I'm more concerned about validation. It looks like using the JSON schema validation library will still be required. For example it seems that if some properties are present in the spec and do not belong to the schema, then KZOP will ignore them. If I write path
instead of paths
, then no errors are being detected by KZOP.
@ghillairet Re the validation issues, that's a known deficiency that will be addressed. In general, there's a need to go carefully through the validation logic to make sure it reflects every requirement appearing in the specification. I think the "extra properties" check is the primary (and perhaps only) general hole in the current validation; mostly the rest will be mistakes in the current validation logic, or specific requirements that are not checked.

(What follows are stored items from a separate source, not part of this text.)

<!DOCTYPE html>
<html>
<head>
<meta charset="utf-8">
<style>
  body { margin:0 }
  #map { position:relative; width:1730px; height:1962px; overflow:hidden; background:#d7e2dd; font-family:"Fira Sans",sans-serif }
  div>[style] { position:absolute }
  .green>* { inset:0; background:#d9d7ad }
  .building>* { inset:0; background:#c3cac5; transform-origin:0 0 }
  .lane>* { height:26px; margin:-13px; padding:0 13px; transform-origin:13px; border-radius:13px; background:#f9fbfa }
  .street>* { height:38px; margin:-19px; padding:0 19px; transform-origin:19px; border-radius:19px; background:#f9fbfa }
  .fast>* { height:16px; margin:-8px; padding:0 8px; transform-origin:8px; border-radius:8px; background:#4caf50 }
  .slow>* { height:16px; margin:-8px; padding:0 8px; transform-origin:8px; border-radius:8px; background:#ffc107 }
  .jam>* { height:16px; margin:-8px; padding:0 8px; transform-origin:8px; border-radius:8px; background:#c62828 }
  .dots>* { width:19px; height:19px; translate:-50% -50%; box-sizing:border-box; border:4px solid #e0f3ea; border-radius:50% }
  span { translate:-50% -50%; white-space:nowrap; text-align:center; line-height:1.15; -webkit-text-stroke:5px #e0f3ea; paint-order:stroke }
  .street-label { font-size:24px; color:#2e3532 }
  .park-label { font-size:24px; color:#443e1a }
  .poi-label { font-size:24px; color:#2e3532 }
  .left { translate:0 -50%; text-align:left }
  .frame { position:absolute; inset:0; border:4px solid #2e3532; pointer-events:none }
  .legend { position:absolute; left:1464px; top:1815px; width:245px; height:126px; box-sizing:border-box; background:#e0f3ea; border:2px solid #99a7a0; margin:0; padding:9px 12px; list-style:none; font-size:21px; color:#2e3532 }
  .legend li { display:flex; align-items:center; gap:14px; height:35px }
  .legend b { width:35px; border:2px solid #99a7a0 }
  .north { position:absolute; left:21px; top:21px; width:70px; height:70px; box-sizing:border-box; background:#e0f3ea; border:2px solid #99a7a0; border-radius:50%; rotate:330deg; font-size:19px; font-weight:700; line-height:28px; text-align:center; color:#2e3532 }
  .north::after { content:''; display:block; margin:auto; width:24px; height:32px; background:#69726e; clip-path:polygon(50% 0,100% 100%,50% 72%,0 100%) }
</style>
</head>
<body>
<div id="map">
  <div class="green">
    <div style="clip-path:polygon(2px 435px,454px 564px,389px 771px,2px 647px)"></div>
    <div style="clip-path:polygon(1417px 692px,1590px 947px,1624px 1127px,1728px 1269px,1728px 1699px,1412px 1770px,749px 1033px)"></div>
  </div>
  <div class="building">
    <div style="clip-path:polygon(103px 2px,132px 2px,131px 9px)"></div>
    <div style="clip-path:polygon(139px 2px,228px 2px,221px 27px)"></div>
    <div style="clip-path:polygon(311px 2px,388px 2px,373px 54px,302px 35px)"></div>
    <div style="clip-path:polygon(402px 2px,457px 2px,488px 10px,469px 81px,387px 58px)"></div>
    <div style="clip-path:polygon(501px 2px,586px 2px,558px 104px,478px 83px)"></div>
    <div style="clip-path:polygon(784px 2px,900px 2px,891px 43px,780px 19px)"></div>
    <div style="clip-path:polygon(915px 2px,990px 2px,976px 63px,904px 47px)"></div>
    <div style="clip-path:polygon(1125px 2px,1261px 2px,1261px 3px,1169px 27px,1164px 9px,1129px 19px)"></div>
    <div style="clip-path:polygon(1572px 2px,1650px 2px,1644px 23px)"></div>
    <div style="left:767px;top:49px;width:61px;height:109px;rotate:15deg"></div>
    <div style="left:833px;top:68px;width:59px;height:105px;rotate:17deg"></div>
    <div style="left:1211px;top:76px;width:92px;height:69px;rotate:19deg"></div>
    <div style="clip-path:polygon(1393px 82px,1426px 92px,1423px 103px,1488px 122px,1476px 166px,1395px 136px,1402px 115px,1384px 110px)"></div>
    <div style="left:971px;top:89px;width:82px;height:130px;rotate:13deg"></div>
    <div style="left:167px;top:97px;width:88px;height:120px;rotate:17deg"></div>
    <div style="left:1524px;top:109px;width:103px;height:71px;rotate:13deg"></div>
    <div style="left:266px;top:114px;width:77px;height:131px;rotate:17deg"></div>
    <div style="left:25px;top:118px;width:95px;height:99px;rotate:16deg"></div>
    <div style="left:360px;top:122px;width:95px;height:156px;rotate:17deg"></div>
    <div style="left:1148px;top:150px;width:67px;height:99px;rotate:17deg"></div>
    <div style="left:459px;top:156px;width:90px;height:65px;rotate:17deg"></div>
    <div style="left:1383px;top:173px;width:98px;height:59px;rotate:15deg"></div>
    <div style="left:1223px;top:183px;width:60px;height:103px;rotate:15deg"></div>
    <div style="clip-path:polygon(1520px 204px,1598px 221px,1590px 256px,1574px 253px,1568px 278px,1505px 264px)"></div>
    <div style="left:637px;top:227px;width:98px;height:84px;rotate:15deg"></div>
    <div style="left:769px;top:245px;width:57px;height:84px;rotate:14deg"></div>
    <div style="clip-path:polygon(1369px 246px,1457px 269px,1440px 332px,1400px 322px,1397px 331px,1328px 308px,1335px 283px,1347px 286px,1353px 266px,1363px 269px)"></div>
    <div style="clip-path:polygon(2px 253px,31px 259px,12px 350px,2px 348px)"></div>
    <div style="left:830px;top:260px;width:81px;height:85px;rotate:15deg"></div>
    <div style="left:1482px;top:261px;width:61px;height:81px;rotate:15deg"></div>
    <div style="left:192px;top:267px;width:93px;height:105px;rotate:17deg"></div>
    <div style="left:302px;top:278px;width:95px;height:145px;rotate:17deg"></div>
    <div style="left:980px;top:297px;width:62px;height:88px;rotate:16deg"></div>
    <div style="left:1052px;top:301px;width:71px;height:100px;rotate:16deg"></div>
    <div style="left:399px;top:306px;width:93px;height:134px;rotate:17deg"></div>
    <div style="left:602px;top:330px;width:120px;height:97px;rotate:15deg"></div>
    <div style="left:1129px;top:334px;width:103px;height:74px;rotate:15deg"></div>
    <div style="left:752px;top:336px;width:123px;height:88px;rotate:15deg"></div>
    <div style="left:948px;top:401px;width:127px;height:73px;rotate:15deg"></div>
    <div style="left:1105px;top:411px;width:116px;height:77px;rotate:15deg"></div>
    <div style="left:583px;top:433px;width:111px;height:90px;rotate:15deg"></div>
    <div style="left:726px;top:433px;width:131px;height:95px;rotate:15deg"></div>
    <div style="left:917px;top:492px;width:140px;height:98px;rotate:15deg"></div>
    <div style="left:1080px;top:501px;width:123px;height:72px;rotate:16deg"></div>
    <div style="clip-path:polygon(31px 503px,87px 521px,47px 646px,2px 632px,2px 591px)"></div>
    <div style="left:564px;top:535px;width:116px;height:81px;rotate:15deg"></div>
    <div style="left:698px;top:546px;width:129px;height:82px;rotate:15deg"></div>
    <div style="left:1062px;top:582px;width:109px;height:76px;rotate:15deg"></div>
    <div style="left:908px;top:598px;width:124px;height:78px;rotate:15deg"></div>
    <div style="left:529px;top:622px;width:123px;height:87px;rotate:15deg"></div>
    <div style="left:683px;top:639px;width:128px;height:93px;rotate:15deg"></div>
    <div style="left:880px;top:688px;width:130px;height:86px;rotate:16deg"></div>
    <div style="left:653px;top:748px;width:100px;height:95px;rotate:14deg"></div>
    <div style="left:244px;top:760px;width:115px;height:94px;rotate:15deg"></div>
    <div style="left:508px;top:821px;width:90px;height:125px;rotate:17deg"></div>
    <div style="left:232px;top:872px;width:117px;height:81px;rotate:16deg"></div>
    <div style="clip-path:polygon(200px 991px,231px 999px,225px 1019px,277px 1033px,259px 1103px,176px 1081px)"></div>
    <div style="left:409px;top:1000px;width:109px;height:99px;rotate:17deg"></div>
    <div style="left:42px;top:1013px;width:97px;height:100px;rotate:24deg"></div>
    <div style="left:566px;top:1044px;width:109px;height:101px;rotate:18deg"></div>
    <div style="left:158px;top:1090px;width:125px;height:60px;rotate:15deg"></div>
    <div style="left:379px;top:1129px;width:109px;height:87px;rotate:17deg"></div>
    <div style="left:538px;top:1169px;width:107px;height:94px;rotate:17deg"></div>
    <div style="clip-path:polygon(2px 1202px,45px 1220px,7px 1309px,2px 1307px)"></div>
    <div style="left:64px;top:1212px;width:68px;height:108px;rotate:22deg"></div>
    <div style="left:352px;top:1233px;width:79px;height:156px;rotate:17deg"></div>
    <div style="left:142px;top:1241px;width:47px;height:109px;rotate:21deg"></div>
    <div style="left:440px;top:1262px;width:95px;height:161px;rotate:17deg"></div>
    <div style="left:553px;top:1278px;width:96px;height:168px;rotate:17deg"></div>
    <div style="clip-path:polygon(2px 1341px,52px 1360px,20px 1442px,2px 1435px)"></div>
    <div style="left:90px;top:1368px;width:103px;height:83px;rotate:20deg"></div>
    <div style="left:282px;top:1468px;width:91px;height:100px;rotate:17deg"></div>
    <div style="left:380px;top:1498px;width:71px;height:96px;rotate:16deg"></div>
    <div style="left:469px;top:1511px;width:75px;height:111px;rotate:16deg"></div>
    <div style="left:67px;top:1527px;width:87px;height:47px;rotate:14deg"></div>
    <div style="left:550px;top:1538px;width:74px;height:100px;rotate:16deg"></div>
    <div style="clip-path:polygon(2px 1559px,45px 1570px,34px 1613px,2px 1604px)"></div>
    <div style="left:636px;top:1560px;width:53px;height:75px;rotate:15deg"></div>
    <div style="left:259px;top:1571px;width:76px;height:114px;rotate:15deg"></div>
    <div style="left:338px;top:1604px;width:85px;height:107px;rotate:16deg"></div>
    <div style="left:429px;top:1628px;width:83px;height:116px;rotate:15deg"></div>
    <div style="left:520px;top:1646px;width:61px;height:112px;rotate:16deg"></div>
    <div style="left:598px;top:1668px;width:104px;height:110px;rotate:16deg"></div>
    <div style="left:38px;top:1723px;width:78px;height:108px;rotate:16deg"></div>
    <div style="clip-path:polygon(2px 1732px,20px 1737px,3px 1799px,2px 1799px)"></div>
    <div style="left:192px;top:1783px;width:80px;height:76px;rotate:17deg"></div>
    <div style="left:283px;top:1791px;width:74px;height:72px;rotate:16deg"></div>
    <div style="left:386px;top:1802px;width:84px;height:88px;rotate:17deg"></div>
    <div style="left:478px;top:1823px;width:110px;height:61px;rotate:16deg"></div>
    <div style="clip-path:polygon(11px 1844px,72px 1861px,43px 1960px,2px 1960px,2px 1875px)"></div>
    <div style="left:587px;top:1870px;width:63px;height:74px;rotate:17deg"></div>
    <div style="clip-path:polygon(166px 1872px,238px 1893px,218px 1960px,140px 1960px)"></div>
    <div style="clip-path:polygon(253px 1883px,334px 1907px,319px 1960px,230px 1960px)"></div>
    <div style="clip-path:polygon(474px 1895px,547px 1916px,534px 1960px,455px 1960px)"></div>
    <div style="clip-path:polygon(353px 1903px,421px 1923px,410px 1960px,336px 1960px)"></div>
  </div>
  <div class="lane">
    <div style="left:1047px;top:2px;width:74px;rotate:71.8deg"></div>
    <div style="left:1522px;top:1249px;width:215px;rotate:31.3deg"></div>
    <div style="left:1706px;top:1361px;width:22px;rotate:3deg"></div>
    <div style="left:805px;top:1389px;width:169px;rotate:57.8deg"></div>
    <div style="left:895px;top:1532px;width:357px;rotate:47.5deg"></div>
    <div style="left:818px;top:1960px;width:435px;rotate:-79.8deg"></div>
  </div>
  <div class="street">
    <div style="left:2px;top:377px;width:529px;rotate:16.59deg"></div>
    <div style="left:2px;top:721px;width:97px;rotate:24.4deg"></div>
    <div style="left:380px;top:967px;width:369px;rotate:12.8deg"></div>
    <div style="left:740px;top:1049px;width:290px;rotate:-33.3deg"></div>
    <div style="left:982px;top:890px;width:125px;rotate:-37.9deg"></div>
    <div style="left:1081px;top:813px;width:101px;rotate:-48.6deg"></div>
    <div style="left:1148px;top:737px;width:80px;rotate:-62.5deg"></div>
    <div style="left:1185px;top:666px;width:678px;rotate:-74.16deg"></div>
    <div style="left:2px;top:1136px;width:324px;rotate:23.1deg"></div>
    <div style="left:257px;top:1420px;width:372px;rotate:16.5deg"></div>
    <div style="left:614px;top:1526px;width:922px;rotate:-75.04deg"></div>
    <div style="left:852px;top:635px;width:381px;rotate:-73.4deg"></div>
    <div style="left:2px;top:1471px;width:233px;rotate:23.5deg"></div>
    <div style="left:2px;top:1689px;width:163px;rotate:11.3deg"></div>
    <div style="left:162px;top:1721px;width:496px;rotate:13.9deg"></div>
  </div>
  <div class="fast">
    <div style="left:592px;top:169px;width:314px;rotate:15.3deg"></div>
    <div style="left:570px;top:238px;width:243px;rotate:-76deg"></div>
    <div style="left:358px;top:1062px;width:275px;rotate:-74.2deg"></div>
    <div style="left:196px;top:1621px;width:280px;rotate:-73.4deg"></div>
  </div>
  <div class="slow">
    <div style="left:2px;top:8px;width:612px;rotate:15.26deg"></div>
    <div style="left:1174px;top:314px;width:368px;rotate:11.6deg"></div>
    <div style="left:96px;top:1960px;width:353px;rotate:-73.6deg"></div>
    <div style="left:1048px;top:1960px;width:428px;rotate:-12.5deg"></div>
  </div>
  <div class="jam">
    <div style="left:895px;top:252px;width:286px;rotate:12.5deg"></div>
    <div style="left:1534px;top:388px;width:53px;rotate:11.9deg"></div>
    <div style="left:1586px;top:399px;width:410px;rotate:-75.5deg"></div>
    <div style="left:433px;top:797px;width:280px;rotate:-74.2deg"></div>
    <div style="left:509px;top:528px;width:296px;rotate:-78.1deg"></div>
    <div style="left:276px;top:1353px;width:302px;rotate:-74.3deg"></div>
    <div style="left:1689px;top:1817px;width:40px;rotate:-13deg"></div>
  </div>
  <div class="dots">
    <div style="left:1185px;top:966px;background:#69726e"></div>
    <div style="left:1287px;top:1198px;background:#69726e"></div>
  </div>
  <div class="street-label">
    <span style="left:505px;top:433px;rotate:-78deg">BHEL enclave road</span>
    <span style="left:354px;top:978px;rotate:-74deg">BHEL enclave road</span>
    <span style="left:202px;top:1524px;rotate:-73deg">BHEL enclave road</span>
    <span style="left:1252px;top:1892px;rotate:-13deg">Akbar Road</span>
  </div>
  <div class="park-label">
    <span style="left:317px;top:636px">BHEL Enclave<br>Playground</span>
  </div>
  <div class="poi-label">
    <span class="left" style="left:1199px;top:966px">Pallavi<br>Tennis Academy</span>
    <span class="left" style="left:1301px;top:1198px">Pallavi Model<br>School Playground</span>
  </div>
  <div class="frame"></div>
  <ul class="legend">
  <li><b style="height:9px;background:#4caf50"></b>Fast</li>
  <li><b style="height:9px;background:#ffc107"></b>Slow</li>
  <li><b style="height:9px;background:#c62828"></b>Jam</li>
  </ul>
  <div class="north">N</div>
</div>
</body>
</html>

Also related, I found this bug in KZOP https://github.com/RepreZen/KaiZen-OpenApi-Parser/issues/168 that prevents finding some elements during content assist.
@ghillairet Right, thanks for reporting that. I'll check if it's still a problem after the refactoring is complete, and fix it if so.
Expected benefits include:
Currently, KZOP does not understand Swagger-OpenAPI 2.0, so schema-based approach will need to be retained until that can be added to KZOP. It may make sense, even then, to leave the existing implementation as a configurable option.